As I walked out the back door of my mom’s house, I could see my dad’s monument in the back field. It’s been a cold rainy dreary Thanksgiving Day. Sometimes it’s hard to see life on a day like today. I cross the pond dam and fog drifts across the water in search of a limb to rest its heaviness on. As I climb my bow stand, the long drive to get here is brought to mind as I pull my body up the tree. As I settle in for my evening hunt, I can smell the smoke from our wood stove. The rain continues to come down and I question why I would give up a warm house for this perch.
Though the house is not crowded with just my mom and our boys, the woods call me to nestle amongst the trees.
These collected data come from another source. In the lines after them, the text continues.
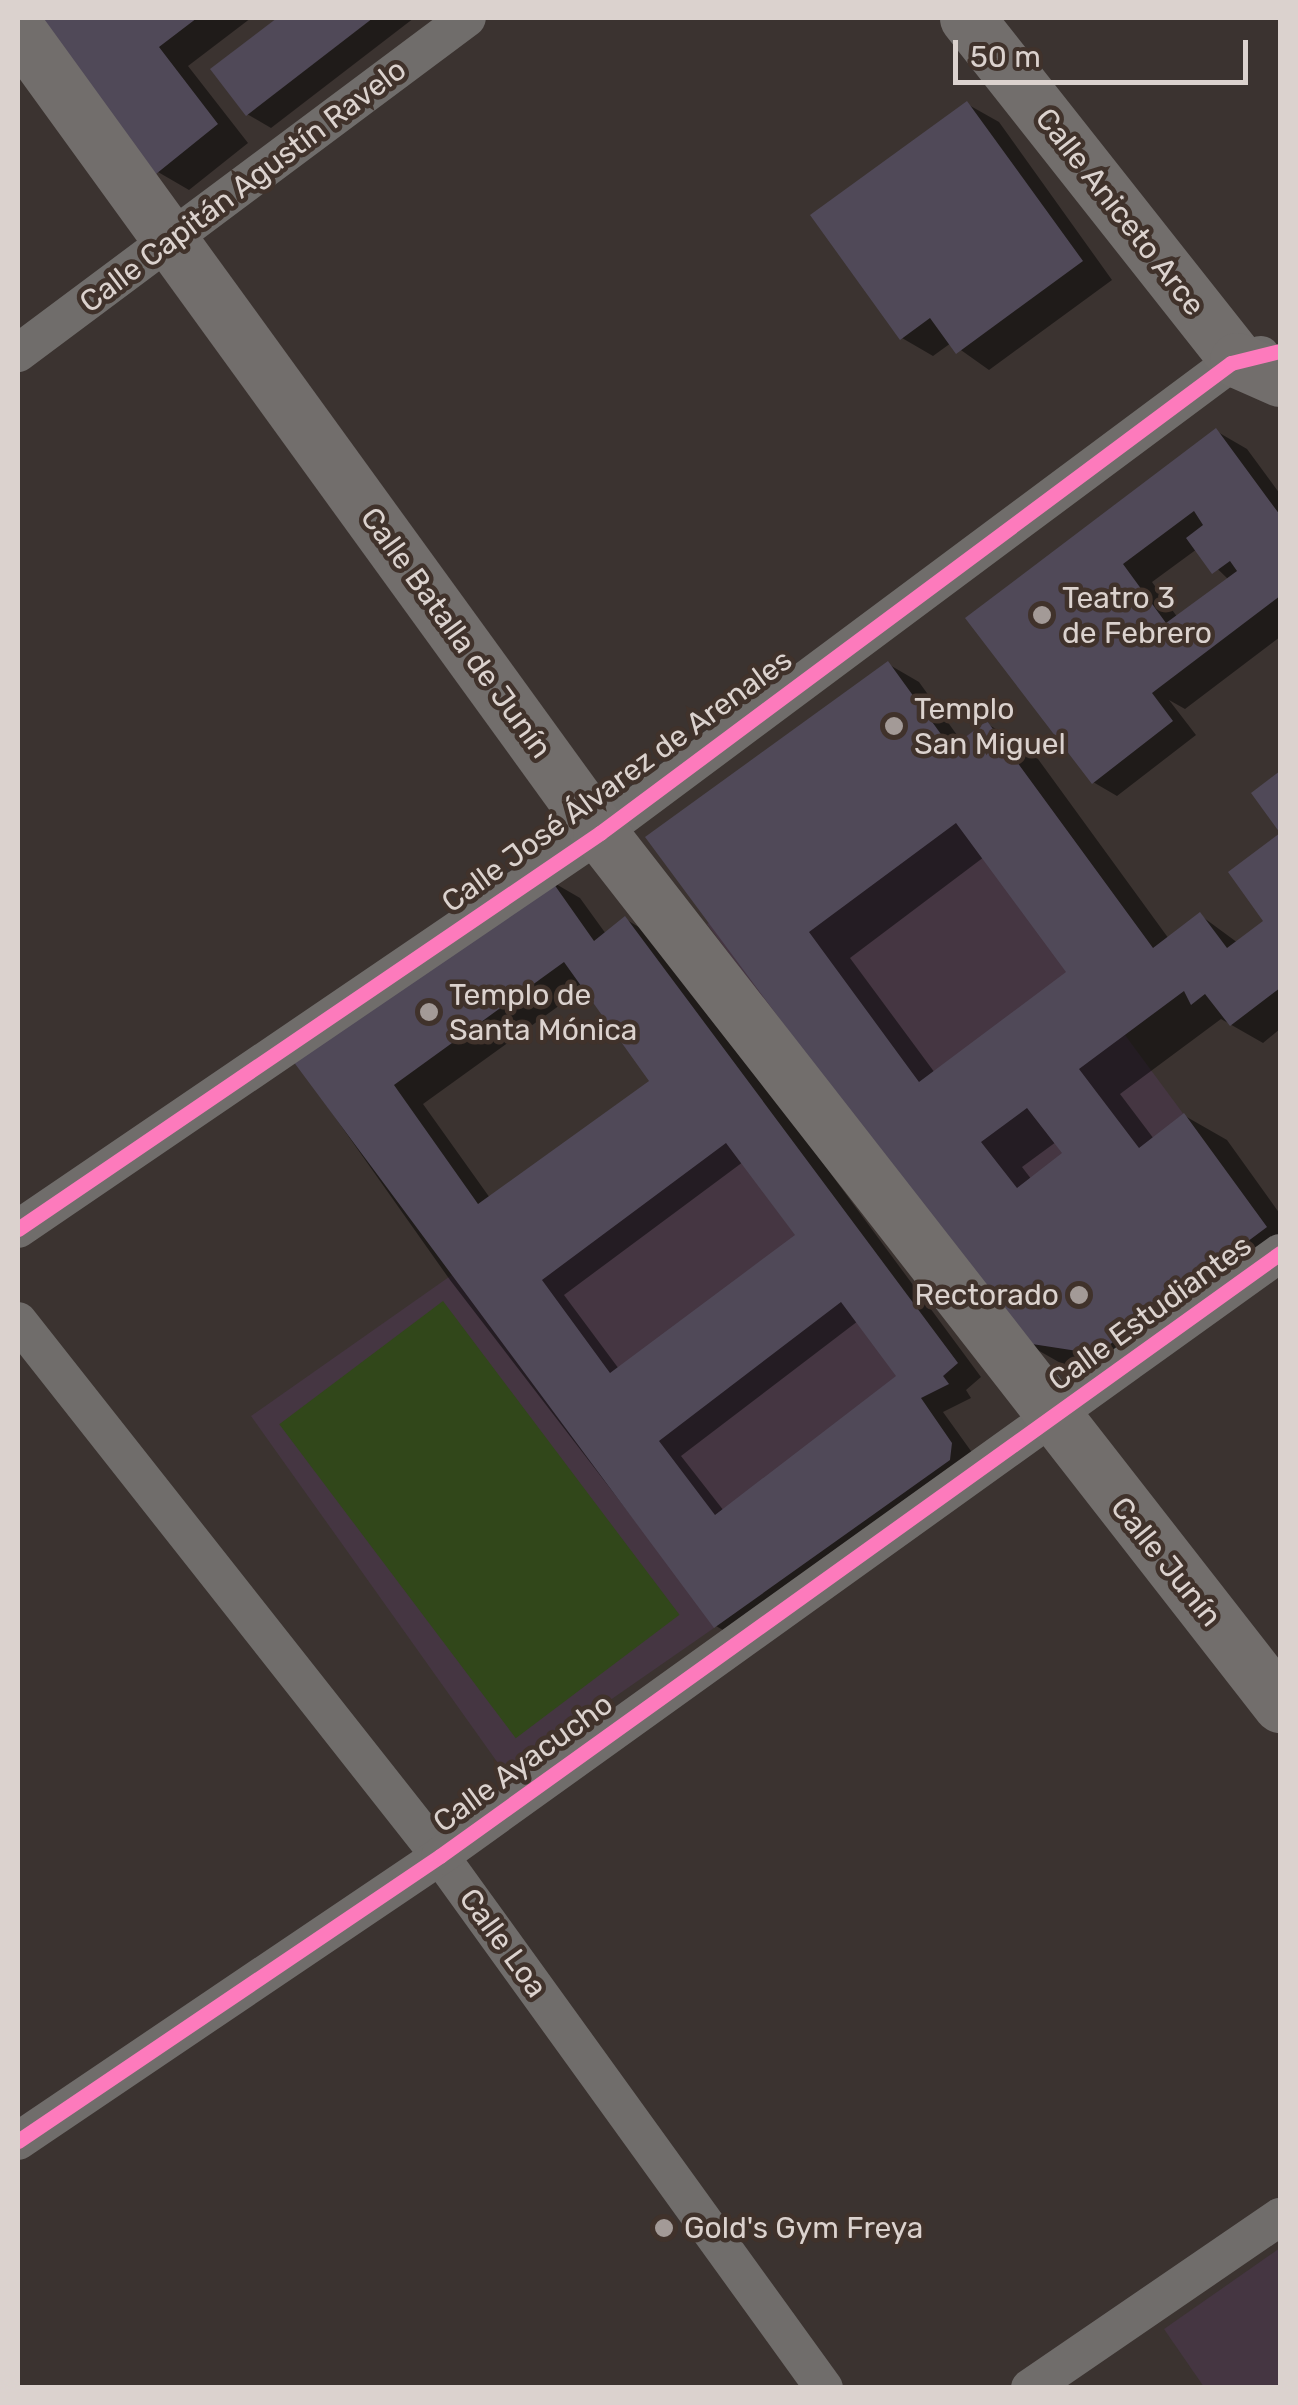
<!DOCTYPE html>
<meta charset="utf-8">
<style>
body{margin:0}
#map{position:relative;width:1298px;height:2405px;overflow:hidden;background:#3b3330;font-family:Rubik,sans-serif}
div>[style]{position:absolute}
[style*='--x']{left:calc(var(--x)*1px);top:calc(var(--y)*1px);width:calc(var(--w)*1px);rotate:calc(var(--a)*1deg)}
.education>*{inset:0;background:#453642}
.green>*{inset:0;background:#31471a;transform-origin:0 0}
.shadow>*{inset:0;background:#0007}
.building>*{inset:0;background:#504958}
.minor>*{height:38px;margin:-19px;padding:0 19px;transform-origin:19px;border-radius:19px;background:#706d6b}
.secondary>*{height:55px;margin:-27.5px;padding:0 27.5px;transform-origin:27.5px;border-radius:27.5px;background:#726e6c}
.cycleway>*{height:15px;margin:-7.5px;padding:0 7.5px;transform-origin:7.5px;border-radius:7.5px;background:#fd7abc}
.dots>*{width:28px;height:28px;translate:-50% -50%;box-sizing:border-box;border:5px solid #40322b;border-radius:50%}
span{translate:-50% -50%;white-space:nowrap;text-align:center;line-height:1.15;-webkit-text-stroke:9px #40322b;paint-order:stroke}
.street-label{font-size:30px;color:#dbd2ce}
.poi-label{font-size:30px;color:#dbd2ce}
.left{translate:0 -50%;text-align:left}
.right{translate:-100% -50%;text-align:right}
.frame{position:absolute;inset:0;border:20px solid #dbd2ce;pointer-events:none}
.scale{position:absolute;left:953px;top:40px;width:295px;height:45px;box-sizing:border-box;border:5px solid #dbd2ce;border-top:0;padding-left:12px;font-size:30px;line-height:35px;white-space:nowrap;color:#dbd2ce;-webkit-text-stroke:8px #40322b;paint-order:stroke}
</style>
<div id="map">
<div class="education">
<div style="clip-path:polygon(987px 721px,1184px 991px,1125px 1035px,1267px 1227px,1097px 1354px,1019px 1342px,707px 924px)"></div>
<div style="clip-path:polygon(738px 1074px,958px 1363px,944px 1376px,949px 1384px,921px 1398px,714px 1628px,505px 1773px,251px 1416px)"></div>
<div style="clip-path:polygon(1280px 2248px,1280px 2387px,1204px 2387px,1164px 2329px)"></div>
</div>
<div class="green">
<div style="left:443px;top:1301px;width:393px;height:205px;rotate:53deg"></div>
</div>
<div class="shadow">
<div style="clip-path:polygon(43px 18px,251px 18px,188px 66px,248px 143px,189px 190px,158px 172px)"></div>
<div style="clip-path:polygon(281px 18px,414px 18px,271px 128px,247px 114px,214px 69px)"></div>
<div style="clip-path:polygon(967px 104px,999px 122px,1112px 280px,989px 370px,951px 343px,933px 356px,902px 338px)"></div>
<div style="clip-path:polygon(evenodd,1216px 431px,1247px 449px,1280px 494px,1280px 637px,1185px 709px,1169px 700px,1196px 735px,1117px 796px,1093px 782px,986px 640px,1216px 431px,1197px 549px,1229px 580px,1178px 618px,1152px 582px,1197px 549px)"></div>
<div style="clip-path:polygon(evenodd,888px 664px,919px 682px,962px 742px,987px 724px,1030px 748px,1169px 939px,1200px 915px,1238px 943px,1267px 921px,1231px 873px,1280px 836px,1280px 1029px,1263px 1043px,1221px 1019px,1120px 1094px,1154px 1139px,1185px 1116px,1227px 1140px,1280px 1214px,1280px 1272px,1140px 1377px,1064px 1365px,1020px 1340px,709px 922px,888px 664px,984px 857px,1070px 973px,935px 1073px,850px 958px,984px 857px,888px 664px,1056px 1142px,1065px 1154px,1032px 1180px,1022px 1167px,1056px 1142px)"></div>
<div style="clip-path:polygon(evenodd,549px 880px,580px 898px,606px 934px,625px 919px,656px 937px,981px 1377px,966px 1390px,971px 1398px,943px 1412px,976px 1458px,740px 1640px,716px 1626px,450px 1280px,296px 1062px,549px 880px,585px 987px,652px 1082px,490px 1198px,423px 1104px,585px 987px,549px 880px,743px 1162px,798px 1236px,619px 1369px,564px 1295px,743px 1162px,549px 880px,858px 1321px,900px 1376px,724px 1511px,681px 1456px,858px 1321px)"></div>
</div>
<div class="building">
<div style="clip-path:polygon(40px 18px,197px 18px,159px 47px,218px 124px,156px 174px)"></div>
<div style="clip-path:polygon(277px 18px,373px 18px,246px 116px,210px 69px)"></div>
<div style="clip-path:polygon(967px 101px,1083px 261px,956px 354px,930px 318px,900px 340px,810px 215px)"></div>
<div style="clip-path:polygon(evenodd,1216px 428px,1280px 515px,1280px 596px,1152px 693px,1173px 721px,1092px 784px,965px 618px,1216px 428px,1194px 511px,1203px 525px,1186px 538px,1212px 574px,1230px 561px,1237px 571px,1166px 623px,1123px 564px,1194px 511px)"></div>
<div style="clip-path:polygon(evenodd,888px 661px,951px 748px,987px 721px,1153px 948px,1200px 912px,1227px 948px,1263px 921px,1228px 872px,1280px 833px,1251px 793px,1280px 771px,1280px 988px,1230px 1026px,1205px 994px,1191px 1005px,1184px 991px,1079px 1069px,1139px 1148px,1184px 1113px,1267px 1227px,1097px 1354px,1019px 1342px,645px 837px,888px 661px,956px 823px,1066px 972px,919px 1082px,809px 932px,956px 823px,888px 661px,1027px 1108px,1062px 1153px,1017px 1188px,981px 1142px,1027px 1108px)"></div>
<div style="clip-path:polygon(evenodd,549px 877px,594px 941px,625px 916px,958px 1363px,943px 1376px,949px 1384px,921px 1398px,952px 1443px,950px 1460px,714px 1628px,293px 1061px,549px 877px,564px 962px,649px 1081px,478px 1204px,394px 1085px,564px 962px,549px 877px,726px 1143px,795px 1235px,610px 1373px,542px 1280px,726px 1143px,549px 877px,841px 1302px,896px 1376px,715px 1515px,659px 1441px,841px 1302px)"></div>
</div>
<div class="minor">
<div style="--x:18;--y:353;--w:560;--a:-36.73"></div>
<div style="--x:18;--y:1229;--w:704;--a:-34.23"></div>
<div style="--x:600;--y:833;--w:787;--a:-36.68"></div>
<div style="--x:1231;--y:363;--w:31;--a:-15"></div>
<div style="--x:18;--y:1321;--w:681;--a:51.73"></div>
<div style="--x:440;--y:1856;--w:656;--a:54.18"></div>
<div style="--x:18;--y:2141;--w:509;--a:-34.03"></div>
<div style="--x:440;--y:1856;--w:1034;--a:-35.67"></div>
<div style="--x:1030;--y:2388;--w:303;--a:-34.4"></div>
</div>
<div class="secondary">
<div style="--x:967;--y:18;--w:436;--a:51.7"></div>
<div style="--x:1237;--y:360;--w:47;--a:23.8"></div>
<div style="--x:18;--y:30;--w:992;--a:54.07"></div>
<div style="--x:600;--y:833;--w:1106;--a:52.05"></div>
</div>
<div class="cycleway">
<div style="--x:18;--y:1229;--w:704;--a:-34.23"></div>
<div style="--x:600;--y:833;--w:787;--a:-36.68"></div>
<div style="--x:1231;--y:363;--w:50;--a:-13.8"></div>
<div style="--x:18;--y:2141;--w:509;--a:-34.03"></div>
<div style="--x:440;--y:1856;--w:1034;--a:-35.67"></div>
</div>
<div class="dots">
<div style="left:1042px;top:615px;background:#a39a97"></div>
<div style="left:894px;top:726px;background:#a39a97"></div>
<div style="left:429px;top:1012px;background:#a39a97"></div>
<div style="left:1079px;top:1295px;background:#a39a97"></div>
<div style="left:664px;top:2228px;background:#a39a97"></div>
</div>
<div class="street-label">
<span style="left:243px;top:186px;rotate:-37deg">Calle Capitán Agustín Ravelo</span>
<span style="left:1120px;top:212px;rotate:52deg">Calle Aniceto Arce</span>
<span style="left:456px;top:633px;rotate:54deg">Calle Batalla de Junín</span>
<span style="left:617px;top:781px;rotate:-36deg">Calle José Álvarez de Arenales</span>
<span style="left:1150px;top:1313px;rotate:-36deg">Calle Estudiantes</span>
<span style="left:1166px;top:1562px;rotate:51deg">Calle Junín</span>
<span style="left:523px;top:1763px;rotate:-36deg">Calle Ayacucho</span>
<span style="left:503px;top:1943px;rotate:54deg">Calle Loa</span>
</div>
<div class="poi-label">
<span class="left" style="left:1062px;top:615px">Teatro 3<br>de Febrero</span>
<span class="left" style="left:914px;top:726px">Templo<br>San Miguel</span>
<span class="left" style="left:449px;top:1012px">Templo de<br>Santa Mónica</span>
<span class="right" style="left:1059px;top:1295px">Rectorado</span>
<span class="left" style="left:684px;top:2228px">Gold's Gym Freya</span>
</div>
<div class="frame"></div>
<div class="scale">50 m</div>
</div>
Here I can see the bright green of the cedar tree and watch the water drip from its branches. The owl down by the creek just told me the real darkness of this day is soon upon us.
Holidays are without a doubt hard with the missing voices, empty seats, and wrinkled memories of time gone by. I sat earlier this week with a man who, for the most part, was a stranger to me. He was 83. We talked about life, faith in life, and time gone by. Later in the evening he sat alone on the sofa and looked over at me and said, “I’m blessed”.
When I passed my dad’s monument, it would be easy for me to sink into that hole that seems to feel like the muddy field I just walked through, but I didn’t. Instead, I picked up a few persimmons laying on the pond dam and said, “I am blessed.” As I typed these words to you from my perch those persimmons have provided my body with nourishment. Every day the man on the sofa uses his memories to provide his soul with nourishment, so that no matter how dreary the day is, he feels he is blessed. I think the holidays are hard because we focus on what is not there, when we should focus on what is there.
Happy Thanksgiving from the Roadmap Company.